US Supreme Court to hear Second Amendment challenge today

I felt it timely to discuss the “supreme’s” today. No, not Dianna Ross and the Supreme’s of Motown fame. Today we cover the U.S. Supreme Court.

June 23rd is the third anniversary of the dreadful Supreme Court decision regarding the Fifth Amendment as applied to the taking of Susette Kelo’s home in New London, CT.

Over the years other Amendments have been challenged such as our First Amendment freedom of speech. One famous (1919) case on the First Amendment heard by the high court, was Schenck v. United States, where Justice Oliver Wendell Holmes stated in this case his famous aphorism about “falsely shouting fire in a theatre” and set forth a “clear and present danger test” to judge whether speech is protected by the First Amendment.

Not to be overlooked today is another Constitution challenge being heard by our high court. The Second Amendment to the U.S. Constitution. “Gun rights and gun control advocates alike are anxiously awaiting the high court’s ruling, the first time since 1939 that the nation’s top justices have tackled the Second Amendment.” 

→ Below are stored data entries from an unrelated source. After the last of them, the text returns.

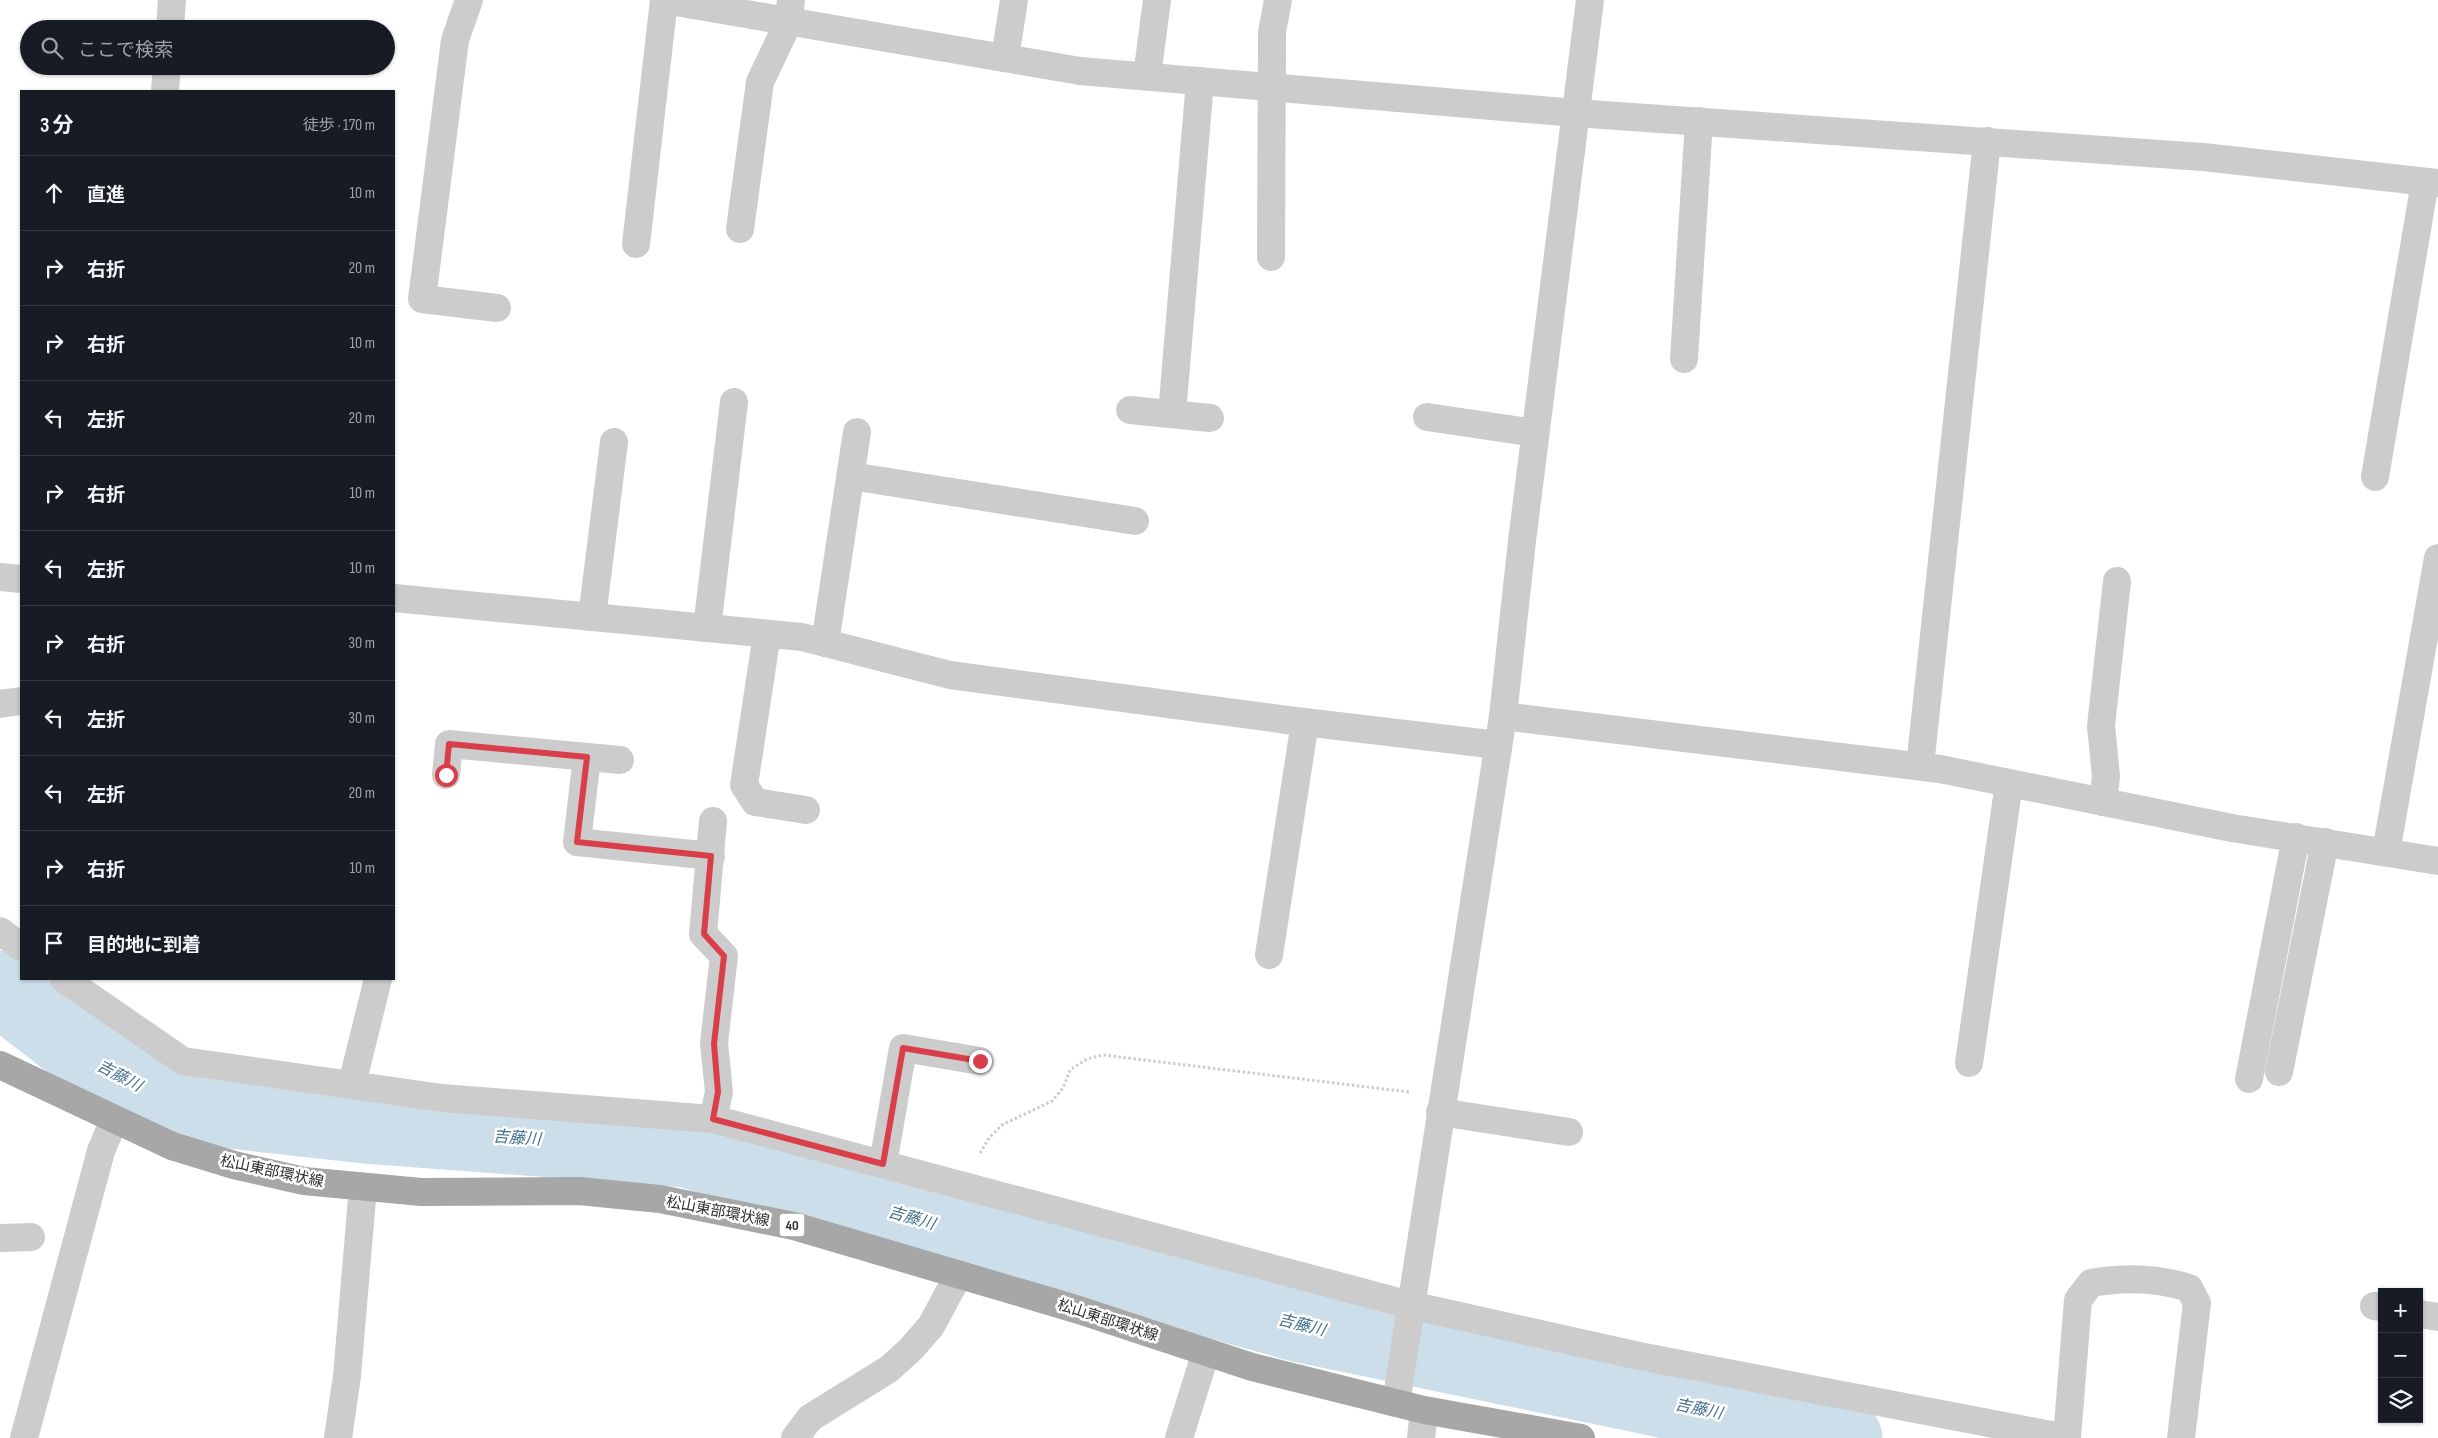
<!DOCTYPE html>
<html lang="ja">
<head>
<meta charset="utf-8">
<style>
	body { margin:0; font-family:"Sofia Sans Condensed","Noto Sans JP",sans-serif; background:#20242c; color:#f1f3f6 }
	.controls { position:absolute; right:15px; bottom:15px; display:grid; overflow:hidden; border-radius:0px; box-shadow:0 1px 4px #0004 }
	.controls button { width:45px; height:45px; display:grid; place-items:center; padding:0; border:0; border-bottom:1px solid #363941; background:#171b24; color:#f1f3f6; font:25px sans-serif }
	.stop { position:absolute; width:15px; height:15px; margin:-11px; border:4px solid #d93f4b; border-radius:50%; background:#fff }
	.stop.end { background:#d93f4b; border-color:#fff; box-shadow:0 1px 5px #0008 }
	.list { margin:0; padding:0; list-style:none }
	h2 { display:flex; justify-content:space-between; align-items:center; height:65px; margin:0; padding:0 20px; font-size:21px }
	h2 small { font-size:16px; font-weight:400; color:#9ea1a6 }
	.list li { display:grid; grid-template-columns:32px 1fr auto; gap:15px; align-items:center; box-sizing:border-box; height:75px; padding:0 20px; border-top:1px solid #363941 }
	.list b { display:block; font-size:19px; white-space:nowrap }
	.list em { font-size:16px; font-style:normal; color:#9ea1a6 }
	.icon { flex:none; width:28px; height:28px; fill:none; stroke:currentColor; stroke-width:2; stroke-linecap:round; stroke-linejoin:round }
	.map { position:relative; flex:none; width:2438px; height:1438px; overflow:hidden }
	.search { position:absolute; background:#171b24; box-shadow:0 1px 4px #0004; left:20px; top:20px; width:375px; height:55px; display:flex; align-items:center; gap:12px; box-sizing:border-box; padding:0 18px; border-radius:28px; color:#9ea1a6; font-size:19px }
	.panel { position:absolute; background:#171b24; box-shadow:0 1px 4px #0004; left:20px; top:90px; width:375px; height:890px; border-radius:0px }
	.map>svg:first-child { display:block }
	.lines { fill:none; stroke-linecap:round; stroke-linejoin:round }
	.river { stroke:#ccdeea; stroke-width:75 }
	.path { stroke:#ccc; stroke-width:3; stroke-dasharray:2.5 2.5; stroke-linecap:butt }
	.minor { stroke:#ccc; stroke-width:28 }
	.major { stroke:#a7a7a7; stroke-width:28 }
	.route { stroke:#d93f4b; stroke-width:6 }
	.labels { text-anchor:middle; stroke-width:5; stroke-linejoin:round; paint-order:stroke }
	.shield { fill:#fff; stroke:#6d6d6d; stroke-width:1 }
	.shield-label { font-size:14px; font-weight:bold; fill:#2f2f2f }
	.street-label { font-size:15px; fill:#2f2f2f; stroke:#fff }
	.water-label { font-size:16px; font-style:italic; fill:#43708c; stroke:#fff }
</style>
</head>
<body>
<div class="map">
<svg width="2438" height="1438" viewBox="0 0 2438 1438">
	<rect width="100%" height="100%" fill="#fff"/>
	<g class="lines">
		<polyline class="river" points="0,988 94,1061 160,1095 212,1109 365,1126 687,1150 897,1213 1301,1325 1845,1438"/>
		<g class="path">
			<polyline points="125,1084 127,1068"/>
			<polyline points="980,1153 989,1138 1002,1125 1052,1101 1063,1088 1070,1070 1087,1059 1103,1055 1409,1092"/>
		</g>
		<g class="minor">
			<polyline points="469,0 455,40 422,299 497,308"/>
			<polyline points="664,0 1080,71 1575,113 2203,157 2438,183"/>
			<polyline points="170,29 172,0"/>
			<polyline points="1005,58 1014,0"/>
			<polyline points="1147,76 1157,0"/>
			<polyline points="165,91 167,66"/>
			<polyline points="740,229 760,82 789,21 791,0"/>
			<polyline points="636,244 664,0"/>
			<polyline points="1271,257 1272,32 1278,0"/>
			<polyline points="1684,359 1699,121"/>
			<polyline points="1130,410 1210,418"/>
			<polyline points="1172,414 1200,81"/>
			<polyline points="1427,417 1535,433"/>
			<polyline points="851,476 1135,521"/>
			<polyline points="2375,477 2425,182"/>
			<polyline points="0,577 21,579"/>
			<polyline points="394,598 802,637 950,675 1287,720 1498,745"/>
			<polyline points="592,617 614,442"/>
			<polyline points="707,628 734,402"/>
			<polyline points="767,634 744,785 755,802 806,810"/>
			<polyline points="825,643 857,432"/>
			<polyline points="0,704 21,701"/>
			<polyline points="1503,716 1940,769 2232,828 2438,861"/>
			<polyline points="587,757 577,842 711,856"/>
			<polyline points="1920,766 1987,141"/>
			<polyline points="446,775 449,744 620,760"/>
			<polyline points="2103,802 2106,776 2101,726 2117,581"/>
			<polyline points="713,821 703,934 724,956 714,1043 719,1092 713,1119"/>
			<polyline points="2386,852 2438,558"/>
			<polyline points="0,931 21,947"/>
			<polyline points="1269,955 1305,722"/>
			<polyline points="64,979 183,1061 442,1098 713,1119 1410,1305 1639,1356 2067,1438"/>
			<polyline points="1969,1063 2009,783"/>
			<polyline points="2279,1072 2325,842"/>
			<polyline points="2249,1079 2296,837"/>
			<polyline points="352,1084 378,979"/>
			<polyline points="1440,1112 1569,1132"/>
			<polyline points="883,1164 903,1048 980,1061"/>
			<polyline points="0,1238 31,1237"/>
			<polyline points="2374,1306 2382,1307"/>
			<polyline points="2419,1314 2438,1317"/>
			<polyline points="1396,1403 1503,716 1522,541 1590,0"/>
			<polyline points="24,1438 101,1151 114,1120"/>
			<polyline points="338,1438 347,1376 363,1187"/>
			<polyline points="795,1438 810,1418 889,1369 911,1349 931,1326 959,1274"/>
			<polyline points="1179,1438 1206,1352"/>
			<polyline points="1421,1438 1424,1410"/>
			<path d="M2067,1438L2078,1300L2091,1283C2124,1277 2158,1278 2189,1288L2197,1303L2181,1438"/>
		</g>
		<polyline class="major" points="0,1065 172,1146 234,1165 304,1181 421,1192 579,1191 660,1199 794,1226 1079,1310 1252,1367 1424,1410 1581,1438"/>
	</g>
	<g class="lines">
		<polyline class="route" points="446,775 449,744 587,757 577,842 711,856 704,934 724,956 714,1044 718,1092 713,1119 883,1164 903,1048 980,1061"/>
	</g>
	<g class="labels">
		<rect class="shield" x="779.5" y="1213.5" width="25" height="23" rx="4"/>
		<g class="shield-label">
			<text x="792" y="1230">40</text>
		</g>
		<g class="street-label">
			<text transform="translate(272 1171) rotate(12)" y="5">松山東部環状線</text>
			<text transform="translate(718 1211) rotate(11)" y="5">松山東部環状線</text>
			<text transform="translate(1108 1320) rotate(18)" y="5">松山東部環状線</text>
		</g>
		<g class="water-label">
			<text transform="translate(120 1075) rotate(28)" y="6">吉藤川</text>
			<text transform="translate(517 1137) rotate(4)" y="6">吉藤川</text>
			<text transform="translate(912 1217) rotate(16)" y="6">吉藤川</text>
			<text transform="translate(1302 1324) rotate(14)" y="6">吉藤川</text>
			<text transform="translate(1699 1408) rotate(12)" y="6">吉藤川</text>
		</g>
	</g>
</svg>
<div class="controls">
<button>+</button>
<button>−</button>
<button><svg class="icon" aria-label="layers" viewBox="0 0 24 24"><path d="M12 4l9 5-9 5-9-5zM3 14l9 5 9-5"/></svg></button>
</div>
<div class="stop" style="left:446px;top:775px"></div>
<div class="stop end" style="left:980px;top:1061px"></div>
<div class="search"><svg class="icon" aria-label="search" viewBox="0 0 24 24"><circle cx="10" cy="10" r="6"/><path d="M15 15l6 6"/></svg>ここで検索</div>
<section class="panel">
<h2>3 分<small>徒歩 · 170 m</small></h2>
<ul class="list">
<li><svg class="icon" aria-label="ahead" viewBox="0 0 24 24"><path d="M12 20V5M6 11l6-6 6 6"/></svg><div><b>直進</b></div><em>10 m</em></li>
<li><svg class="icon" aria-label="right" viewBox="0 0 24 24"><path d="M7 20v-9h11M14 6l5 5-5 5"/></svg><div><b>右折</b></div><em>20 m</em></li>
<li><svg class="icon" aria-label="right" viewBox="0 0 24 24"><path d="M7 20v-9h11M14 6l5 5-5 5"/></svg><div><b>右折</b></div><em>10 m</em></li>
<li><svg class="icon" aria-label="left" viewBox="0 0 24 24"><path d="M17 20v-9H6M10 6l-5 5 5 5"/></svg><div><b>左折</b></div><em>20 m</em></li>
<li><svg class="icon" aria-label="right" viewBox="0 0 24 24"><path d="M7 20v-9h11M14 6l5 5-5 5"/></svg><div><b>右折</b></div><em>10 m</em></li>
<li><svg class="icon" aria-label="left" viewBox="0 0 24 24"><path d="M17 20v-9H6M10 6l-5 5 5 5"/></svg><div><b>左折</b></div><em>10 m</em></li>
<li><svg class="icon" aria-label="right" viewBox="0 0 24 24"><path d="M7 20v-9h11M14 6l5 5-5 5"/></svg><div><b>右折</b></div><em>30 m</em></li>
<li><svg class="icon" aria-label="left" viewBox="0 0 24 24"><path d="M17 20v-9H6M10 6l-5 5 5 5"/></svg><div><b>左折</b></div><em>30 m</em></li>
<li><svg class="icon" aria-label="left" viewBox="0 0 24 24"><path d="M17 20v-9H6M10 6l-5 5 5 5"/></svg><div><b>左折</b></div><em>20 m</em></li>
<li><svg class="icon" aria-label="right" viewBox="0 0 24 24"><path d="M7 20v-9h11M14 6l5 5-5 5"/></svg><div><b>右折</b></div><em>10 m</em></li>
<li><svg class="icon" aria-label="arrive" viewBox="0 0 24 24"><path d="M6 21V4h12l-3 4 3 4H6"/></svg><div><b>目的地に到着</b></div></li>
</ul>
</section>
</div>
</body>
</html>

The Second Amendment to the U.S. Constitution reads:

“A well regulated militia, being necessary to the security of a free State, the right of the people to keep and bear arms, shall not be infringed.”

The United States Supreme Court to hear “District of Columbia v. Heller-a case in which plaintiffs challenge the unconstitutional gun ban in the nation’s capital. The District of Columbia appealed a lower court’s ruling earlier this year affirming that the Second Amendment of the Constitution protects an individual right to keep and bear arms, and that the District’s bans on handguns, carrying firearms within the home, and possession of loaded or operable firearms for self-defense violate that right.”

For some recent background on this appeal I offer the following specifics from ABC News.

At issue is one of the great unresolved constitutional questions: Does the Second Amendment protect an individual’s right to keep and carry a gun, or does it only protect a state’s right to arm a militia?

The case came to the high court after Washington, D.C., resident Shelly Parker sued the city over its gun control law, which has been in effect since 1976. It is one of the toughest gun laws in the nation, banning handguns and requiring shotguns to be locked up.

“The criminals have the guns,” Parker said. “If you are a law-abiding citizen, the law in this city says you do not have a gun.” A lower court ruled in favor of Parker and overturned the gun law.

But the city’s mayor, Adrian Fenty, is fighting to keep the gun control law on the books. He says tough gun laws are essential in the city, where the crime rate is among the highest in the nation.

“Whatever right the Second Amendment guarantees, it does not require the district to stand by while its citizens die,”  said.

To read the entire ABC News report simply click on the following link:

http://abcnews.go.com/TheLaw/SCOTUS/story?id=4464727&page=1

Juice readers. Although not always predictable, having a conservative court today, what are your expectations as to their ruling in this case?

And as we think about the Supreme Court, the next president of the U.S. may appoint two or three replacements in the next eight years. Folks, we are talking about lifetime appointments. Think about that fact as you decide whom to vote for this November.